Every line of the material below should be output exactly as written, with the images skipped.

Dataset section:
Segment Open

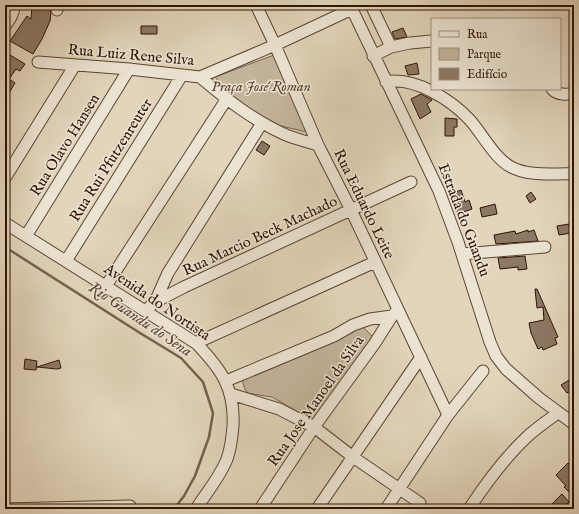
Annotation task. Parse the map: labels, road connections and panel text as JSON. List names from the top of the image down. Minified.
{"streets":{"street":["Rua Luiz Rene Silva","Rua Olavo Hansen","Rua Rui Pfutzenreuter","Rua Eduardo Leite","Estrada do Guandu","Rua Marcio Beck Machado","Avenida do Nortista","Rua Jose Manoel da Silva"]},"crossings":[["Rua Luiz Rene Silva","Rua Olavo Hansen"],["Rua Luiz Rene Silva","Rua Rui Pfutzenreuter"],["Rua Luiz Rene Silva","Rua Eduardo Leite"],["Rua Luiz Rene Silva","Estrada do Guandu"],["Rua Olavo Hansen","Avenida do Nortista"],["Rua Rui Pfutzenreuter","Avenida do Nortista"],["Rua Eduardo Leite","Rua Marcio Beck Machado"],["Rua Eduardo Leite","Rua Jose Manoel da Silva"],["Rua Marcio Beck Machado","Avenida do Nortista"]],"water":["Rio Guandu do Sena"],"parks":["Praça José Roman"],"legend":["Rua","Parque","Edifício"]}
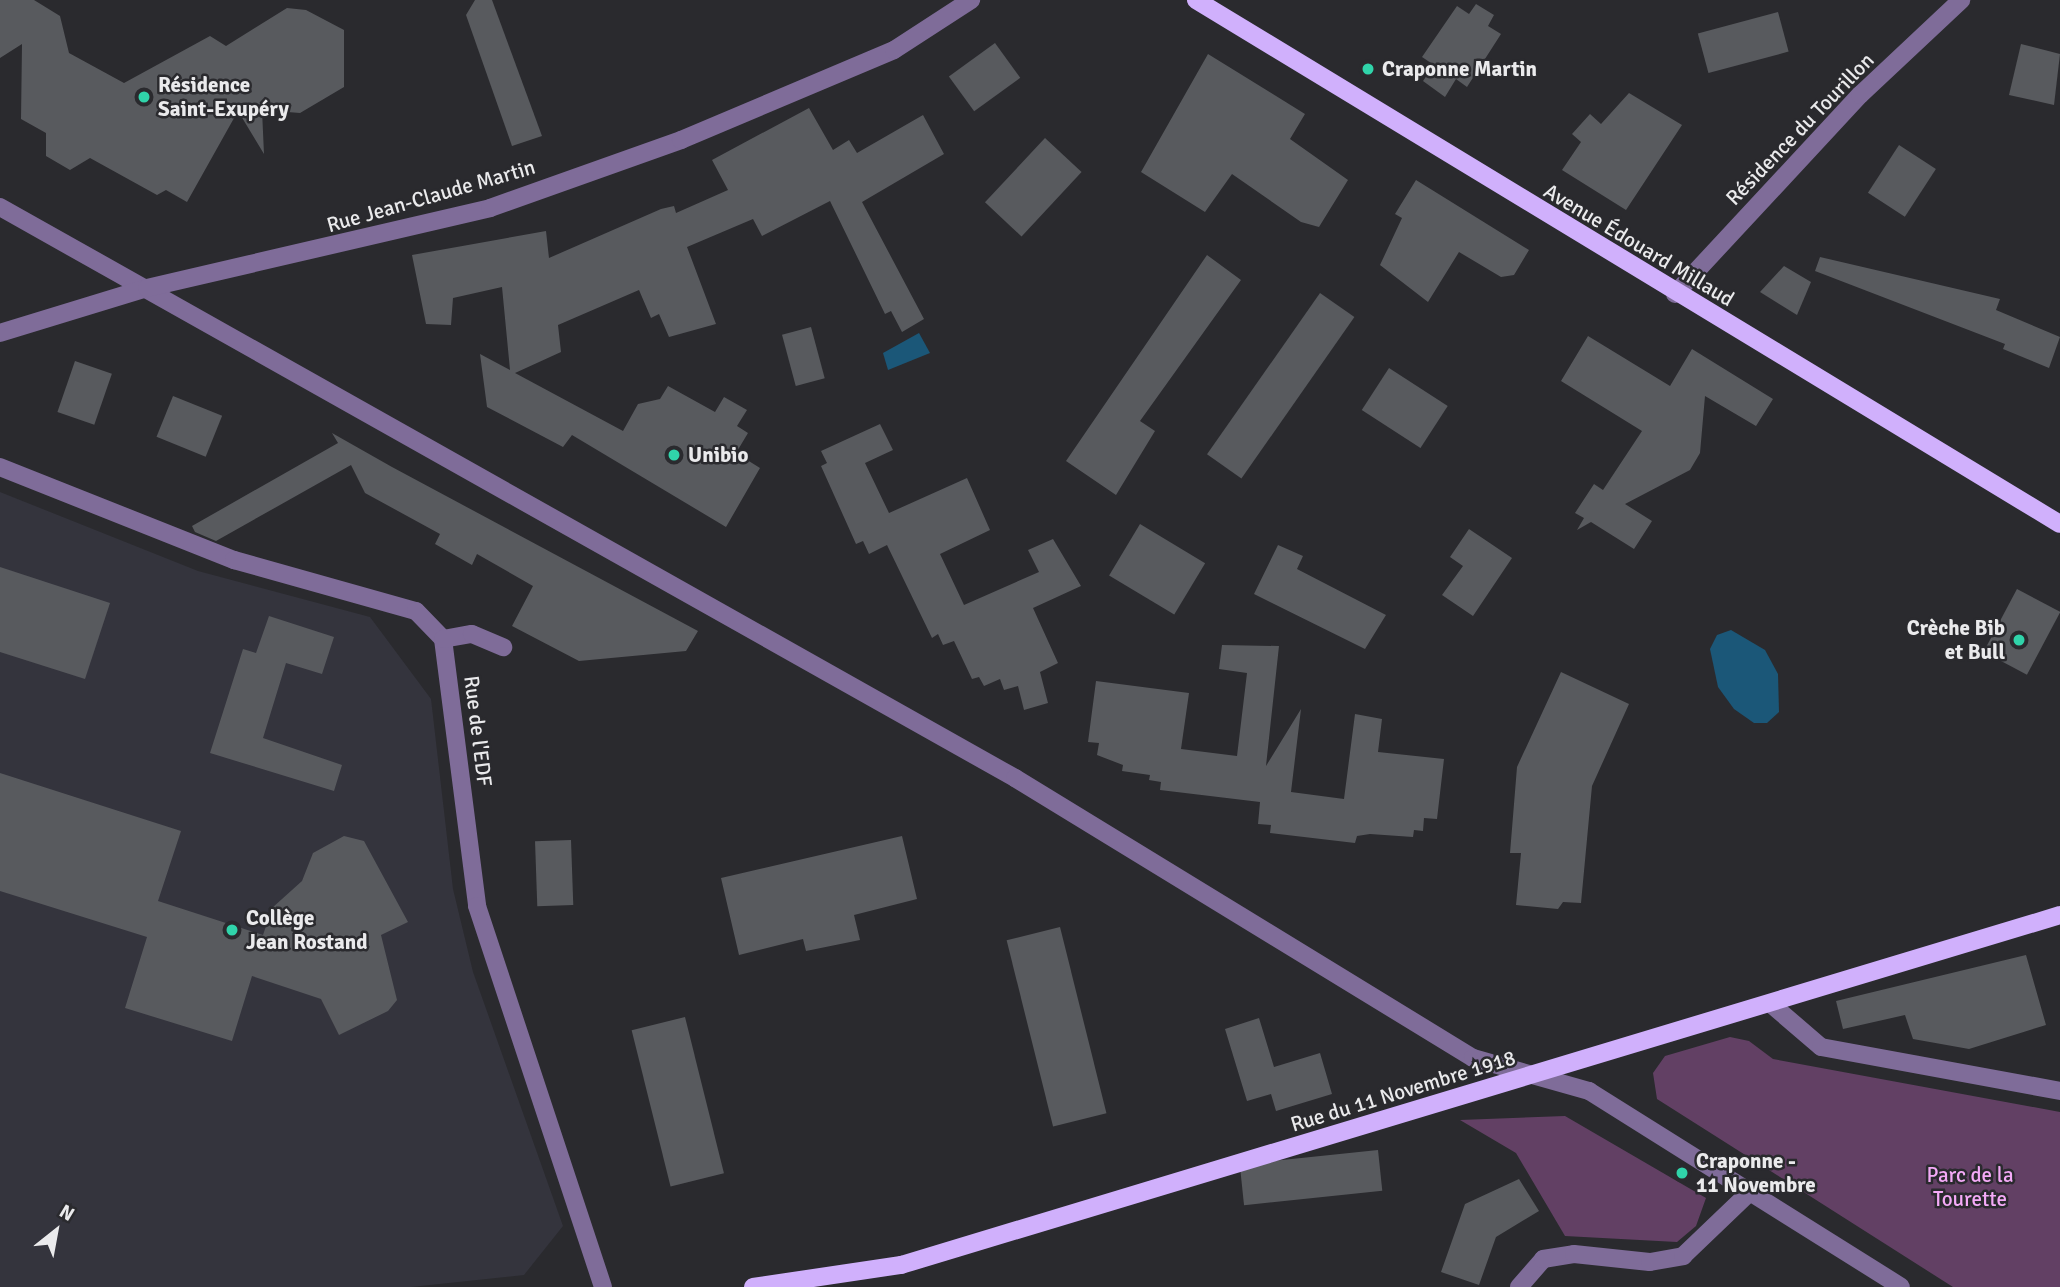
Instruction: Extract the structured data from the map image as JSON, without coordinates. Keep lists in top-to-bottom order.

Segment Closed

Written solution:
Annotation task. Parse the map: labels, road connections and panel text as JSON. List names from the top of the image down. Minified.
{"streets":{"street":["Rua Luiz Rene Silva","Rua Olavo Hansen","Rua Rui Pfutzenreuter","Rua Eduardo Leite","Estrada do Guandu","Rua Marcio Beck Machado","Avenida do Nortista","Rua Jose Manoel da Silva"]},"crossings":[["Rua Luiz Rene Silva","Rua Olavo Hansen"],["Rua Luiz Rene Silva","Rua Rui Pfutzenreuter"],["Rua Luiz Rene Silva","Rua Eduardo Leite"],["Rua Luiz Rene Silva","Estrada do Guandu"],["Rua Olavo Hansen","Avenida do Nortista"],["Rua Rui Pfutzenreuter","Avenida do Nortista"],["Rua Eduardo Leite","Rua Marcio Beck Machado"],["Rua Eduardo Leite","Rua Jose Manoel da Silva"],["Rua Marcio Beck Machado","Avenida do Nortista"]],"water":["Rio Guandu do Sena"],"parks":["Praça José Roman"],"legend":["Rua","Parque","Edifício"]}
Instruction: Extract the structured data from the map image as JSON, without coordinates. Keep lists in top-to-bottom order.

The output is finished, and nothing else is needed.